==== DATA FOR THIS EXERCISE ====

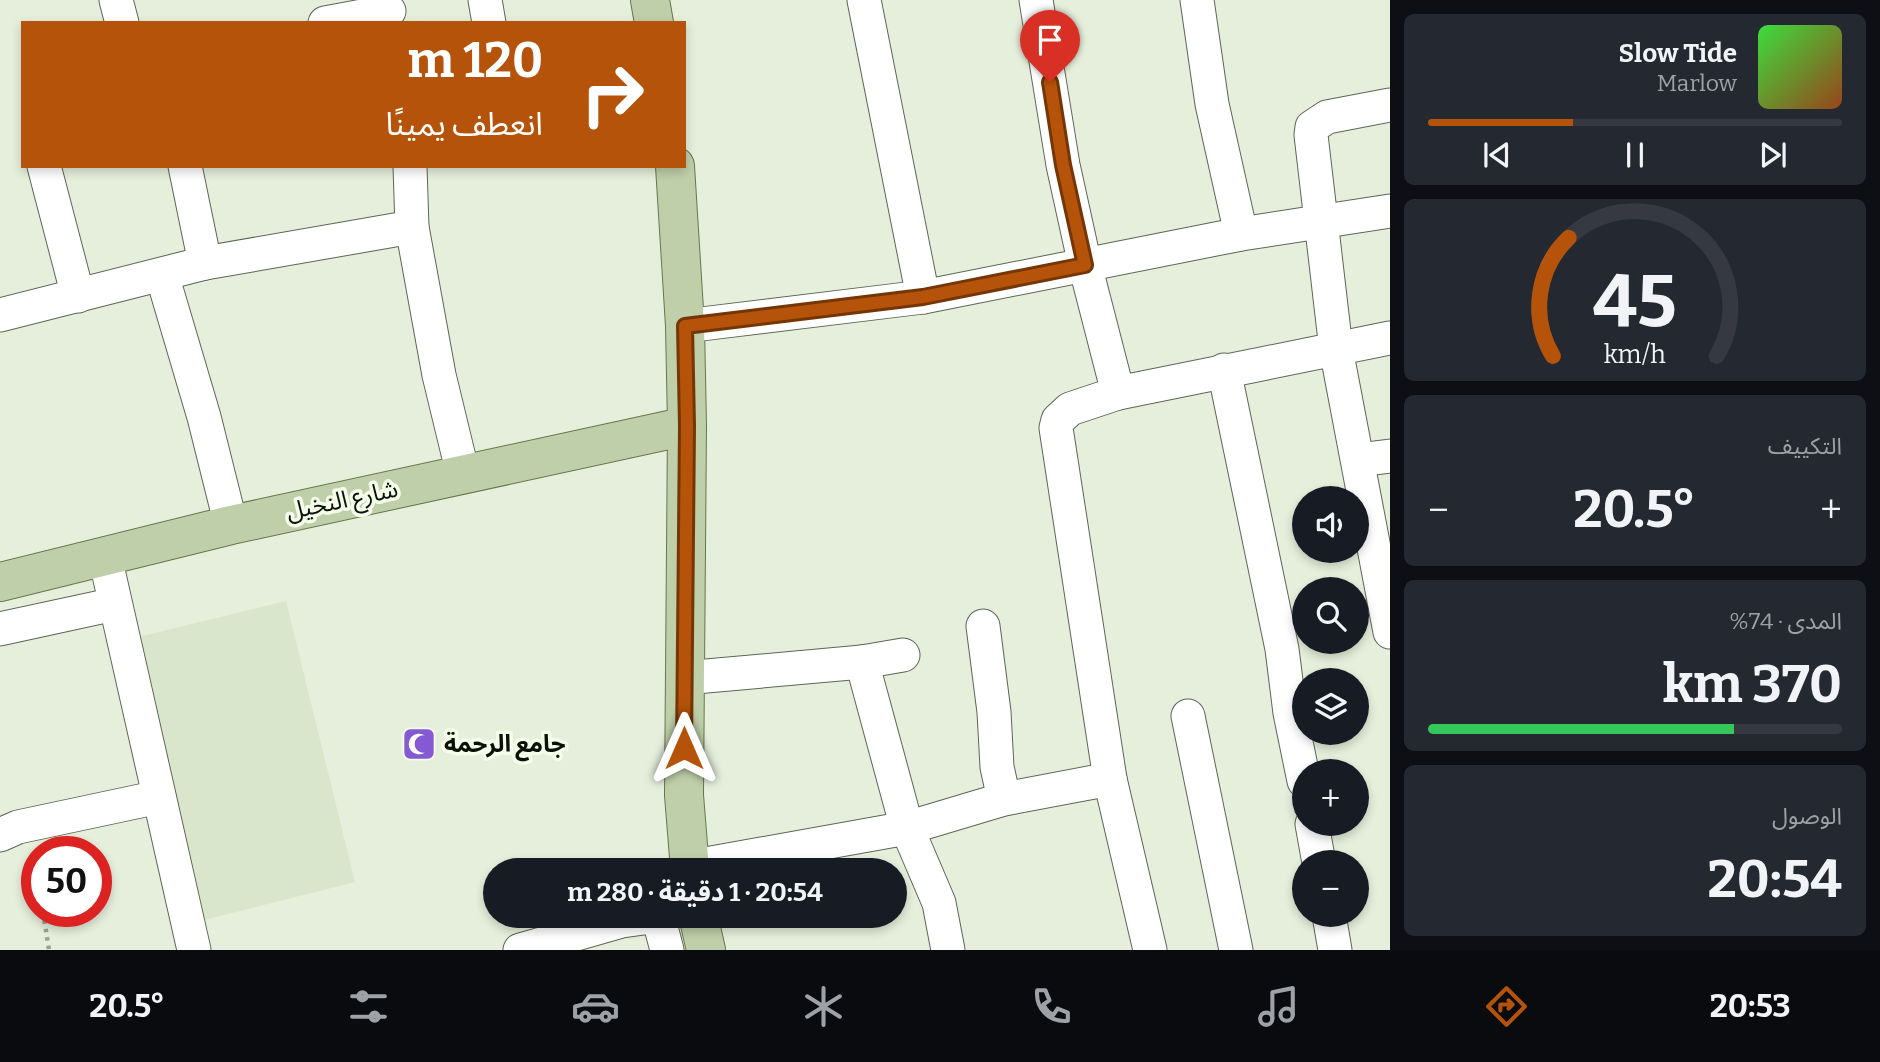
<!DOCTYPE html>
<html lang="ar">
<meta charset="utf-8">
<style>
:root{--surface:#171b24;--page:#242831;--text:#f1f3f6;--muted:#9ea1a6;--line:#363941;--accent:#b45309}
body{margin:0;font-family:Bitter,"Noto Sans Arabic",serif;background:var(--page);color:var(--text);direction:rtl;height:100vh;display:flex;flex-direction:column;font-size:26px;white-space:nowrap}
*{box-sizing:border-box;margin:0}
p{font-size:23px;color:var(--muted)}
.icon{flex:none;width:38px;height:38px;fill:none;stroke:currentColor;stroke-width:2;stroke-linecap:round;stroke-linejoin:round}
.map{position:relative;flex:1;overflow:hidden;direction:ltr}
.side{display:flex;flex-direction:column;gap:14px;padding:14px;background:#0d0f14;width:490px}
.side>*{flex:none}
.top-card{position:absolute;left:21px;top:21px;width:665px;height:147px;border-radius:0px;box-shadow:0 4px 10px #0003;direction:rtl;background:#b45309;color:#fff;overflow:hidden}
.controls{position:absolute;left:1292px;top:486px;display:grid;gap:14px}
.controls a{display:grid;place-items:center;width:77px;height:77px;border-radius:50%;background:var(--surface);box-shadow:0 4px 10px #0003;font-size:35px}
.speed{position:absolute;left:21px;top:836px;display:flex;gap:14px;font-size:35px;font-weight:700;text-align:center}
.speed>*{display:grid;place-content:center;width:91px;height:91px;border-radius:50%;background:var(--surface);box-shadow:0 4px 10px #0003;line-height:1}
.speed .limit{border:10px solid #d22;background:#fff;color:#111}
.pin{position:absolute;display:grid;place-items:center;width:60px;height:60px;color:#fff;margin:-72px -30px;border-radius:50% 50% 50% 0;rotate:-45deg;box-shadow:0 0 7px #0007}
.pin .icon{rotate:45deg}
.me{position:absolute;width:77px;margin:-38px;rotate:0deg;stroke-linejoin:round;filter:drop-shadow(0 0 5px #0008)}
.turn{display:flex;align-items:center;gap:24px;height:147px;padding:0 28px;font-size:32px}
.turn .icon{width:91px;height:91px;stroke-width:2.5}
.turn b{display:block;font-size:49px;line-height:60px}
.big{font-size:52px;font-weight:700;line-height:1.1}
.side .tile{flex:1;display:flex;flex-direction:column;justify-content:center;gap:10px;min-width:0;padding:0 24px;border-radius:10px;background:var(--page)}
.side .dial{align-items:center;gap:0}
.dial svg{height:182px;overflow:visible;fill:none;stroke:var(--line);stroke-width:7;stroke-linecap:round;text-anchor:middle}
.dial text{fill:var(--text);stroke:none}
.song{display:flex;align-items:center;gap:21px}
.cover{width:84px;height:84px;border-radius:10px;background:linear-gradient(135deg,hsl(120 70% 55%),hsl(20 70% 35%))}
.played{height:7px;border-radius:4px;background:linear-gradient(90deg,var(--accent) 35%,var(--line) 35%)}
.keys{display:flex;justify-content:space-around;direction:ltr}
.heat{display:flex;justify-content:space-between;align-items:center;font-size:38px;direction:ltr}
.charge{height:10px;border-radius:5px;background:linear-gradient(90deg,#34c759 74%,var(--line) 0)}
.trip{position:absolute;left:483px;top:858px;width:424px;height:70px;border-radius:35px;background:var(--surface);box-shadow:0 4px 10px #0003;font-weight:700;line-height:70px;text-align:center;direction:rtl}
.dock{display:flex;height:112px;justify-content:space-around;align-items:center;background:#090b0e;color:var(--muted)}
.dock .icon{width:49px;height:49px}
.dock .current{color:var(--accent)}
.dock b{font-size:32px;color:var(--text)}
main{display:flex;flex:1;min-height:0}
.map>svg:first-child{display:block}
</style>
<main>
<section class="side">
<div class="tile">
<div class="song"><i class="cover"></i><div><b>Slow Tide</b><p>Marlow</p></div></div>
<div class="played"></div>
<div class="keys"><svg class="icon" aria-label="previous" viewBox="0 0 24 24"><path d="M18 5L8 12l10 7zM5 5v14"/></svg><svg class="icon" aria-label="pause" viewBox="0 0 24 24"><path d="M8 5v14M16 5v14"/></svg><svg class="icon" aria-label="next" viewBox="0 0 24 24"><path d="M6 5l10 7-10 7zM19 5v14"/></svg></div>
</div>
<div class="tile dial"><svg viewBox="0 0 100 80">
<path d="M14 69A42 42 0 1 1 86 69"/>
<path d="M14 69A42 42 0 0 1 21 17" stroke="#b45309"/>
<text x="50" y="56" font-size="32" font-weight="700">45</text>
<text x="50" y="72" font-size="11">km/h</text>
</svg></div>
<div class="tile"><p>التكييف</p>
<div class="heat"><a>−</a><b class="big">20.5°</b><a>+</a></div>
</div>
<div class="tile"><p>المدى · 74%</p><b class="big">370 km</b><div class="charge"></div></div>
<div class="tile"><p>الوصول</p><b class="big">20:54</b></div>
</section>
<div class="map">
<svg width="1390" height="950" viewBox="0 0 1390 950">
<rect width="100%" height="100%" fill="#e6efdc"/>
<polygon fill="#dae6cc" points="286,601 355,882 204,920 138,637"/>
<g fill="none" stroke-linecap="round" stroke-linejoin="round">
<defs>
<g id="minor">
<polyline points="116,0 122,23"/>
<polyline points="485,0 489,23"/>
<polyline points="864,0 923,297"/>
<polyline points="1036,0 1063,165 1085,265 1118,393"/>
<polyline points="1197,0 1212,104 1241,234"/>
<polyline points="325,23 389,11"/>
<polyline points="1390,105 1327,117 1312,127 1311,135 1336,349 1390,632"/>
<polyline points="44,166 78,296"/>
<polyline points="185,166 205,263"/>
<polyline points="410,166 412,227 439,375 463,474"/>
<polyline points="162,275 204,417 231,525"/>
<polyline points="0,315 205,263 412,227"/>
<polyline points="685,326 923,297 1241,234 1390,211"/>
<polyline points="1224,370 1282,649 1290,713 1304,781"/>
<polyline points="1358,460 1390,456"/>
<polyline points="105,557 194,950"/>
<polyline points="983,626 994,712 997,767 1004,799"/>
<polyline points="0,629 115,604"/>
<polyline points="862,662 907,828 939,903 948,950"/>
<polyline points="684,678 862,662 903,655"/>
<polyline points="1188,716 1236,950"/>
<polyline points="1312,824 1319,863"/>
<polyline points="0,835 18,827 159,797"/>
<polyline points="689,867 907,828 1004,799 1110,779"/>
<polyline points="1329,915 1335,950"/>
<polyline points="520,950 622,921 658,916 667,950"/>
<polyline points="1150,950 1110,779 1056,428 1058,420 1070,409 1118,393 1390,338"/>
</g>
<g id="major">
<polyline points="650,0 654,23"/>
<polyline points="675,166 685,326 687,426 684,795 690,870"/>
<polyline points="0,582 231,525 687,426"/>
<polyline points="698,915 706,950"/>
</g>
</defs>
<use href="#minor" stroke="#5e6555" stroke-width="35"/>
<use href="#major" stroke="#65774c" stroke-width="40"/>
<g stroke="#9ba294" stroke-width="4.5" stroke-dasharray="3.5 5" stroke-linecap="butt">
<polyline points="34,853 37,871"/>
<polyline points="43,912 49,950"/>
</g>
<use href="#minor" stroke="#fff" stroke-width="33"/>
<use href="#major" stroke="#bfcfa9" stroke-width="38"/>
</g>
<g fill="none" stroke-linecap="round" stroke-linejoin="round">
<defs>
<polyline id="route" points="684,748 687,426 685,326 923,297 1085,265 1063,165 1050,82"/>
</defs>
<use href="#route" stroke="#753606" stroke-width="18"/>
<use href="#route" stroke="#b45309" stroke-width="12"/>
</g>
<defs>
<symbol id="mosque-square" viewBox="-11 -11 22 22"><rect x="-9" y="-9" width="18" height="18" rx="4" fill="#8559d3" stroke="#f4fcea"/><path d="M3.5-4.9A6 6 0 1 0 3.5 4.9A5 5 0 1 1 3.5-4.9Z" fill="#fff"/></symbol>
</defs>
<g fill-rule="evenodd">
<use href="#mosque-square" x="400" y="725" width="38" height="38"/>
</g>
<g text-anchor="middle" dominant-baseline="central" stroke-width="7" stroke-linejoin="round" paint-order="stroke">
<g font-size="24" fill="#0d1009" stroke="#f4fcea">
<text transform="translate(342 500) rotate(-12)">شارع النخيل</text>
</g>
<g font-size="24" font-weight="bold" fill="#0d1009" stroke="#f4fcea" text-anchor="start">
<text x="444" y="744">جامع الرحمة</text>
</g>
</g>
</svg>
<div class="controls">
<a><svg class="icon" aria-label="sound" viewBox="0 0 24 24"><path d="M4 9h4l5-4v14l-5-4H4zM17 9q2 3 0 6"/></svg></a>
<a><svg class="icon" aria-label="search" viewBox="0 0 24 24"><circle cx="10" cy="10" r="6"/><path d="M15 15l6 6"/></svg></a>
<a><svg class="icon" aria-label="layers" viewBox="0 0 24 24"><path d="M12 4l9 5-9 5-9-5zM3 14l9 5 9-5"/></svg></a>
<a>+</a>
<a>−</a>
</div>
<div class="speed"><div class="limit">50</div></div>
<div class="pin" style="left:1050px;top:82px;background:#d93025"><svg class="icon" aria-label="arrive" viewBox="0 0 24 24"><path d="M6 21V4h12l-3 4 3 4H6"/></svg></div>
<svg class="me" style="left:684px;top:748px" viewBox="-20 -20 40 40"><path d="M0-17L14 15 0 8-14 15z" fill="#b45309" stroke="#fff" stroke-width="4"/></svg>
<div class="trip">20:54 · 1 دقيقة · 280 m</div>
<div class="top-card">
<div class="turn"><svg class="icon" aria-label="right" viewBox="0 0 24 24"><path d="M7 20v-9h11M14 6l5 5-5 5"/></svg><div><b>120 m</b>انعطف يمينًا</div></div>
</div>
</div>
</main>
<nav class="dock">
<b>20:53</b>
<svg class="icon current" aria-label="directions" viewBox="0 0 24 24"><path d="M12 3l9 9-9 9-9-9zM9 14v-3h6M13 9l2 2-2 2"/></svg>
<svg class="icon" aria-label="music" viewBox="0 0 24 24"><path d="M9 18V5l10-2v13"/><circle cx="6" cy="18" r="3"/><circle cx="16" cy="16" r="3"/></svg>
<svg class="icon" aria-label="phone" viewBox="0 0 24 24"><path d="M5 4h4l2 5-3 2q2 4 5 5l2-3 5 2v4C11 20 4 13 5 4z"/></svg>
<svg class="icon" aria-label="climate" viewBox="0 0 24 24"><path d="M12 3v18M4 7l16 10M4 17L20 7"/></svg>
<svg class="icon" aria-label="car" viewBox="0 0 24 24"><path d="M5 17H2v-5l4-1 3-4h7l3 4 3 1v5h-3M9 17h6M6 11h13"/><circle cx="7" cy="17" r="2"/><circle cx="17" cy="17" r="2"/></svg>
<svg class="icon" aria-label="filters" viewBox="0 0 24 24"><path d="M4 7h16M4 17h16"/><circle cx="9" cy="7" r="2"/><circle cx="15" cy="17" r="2"/></svg>
<b>20.5°</b>
</nav>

====

THE PROBLEM
Isolate each line of the listing above that includes "trip". Copy it.

SOLUTION FOR THIS PROBLEM
.trip{position:absolute;left:483px;top:858px;width:424px;height:70px;border-radius:35px;background:var(--surface);box-shadow:0 4px 10px #0003;font-weight:700;line-height:70px;text-align:center;direction:rtl}
<div class="trip">20:54 · 1 دقيقة · 280 m</div>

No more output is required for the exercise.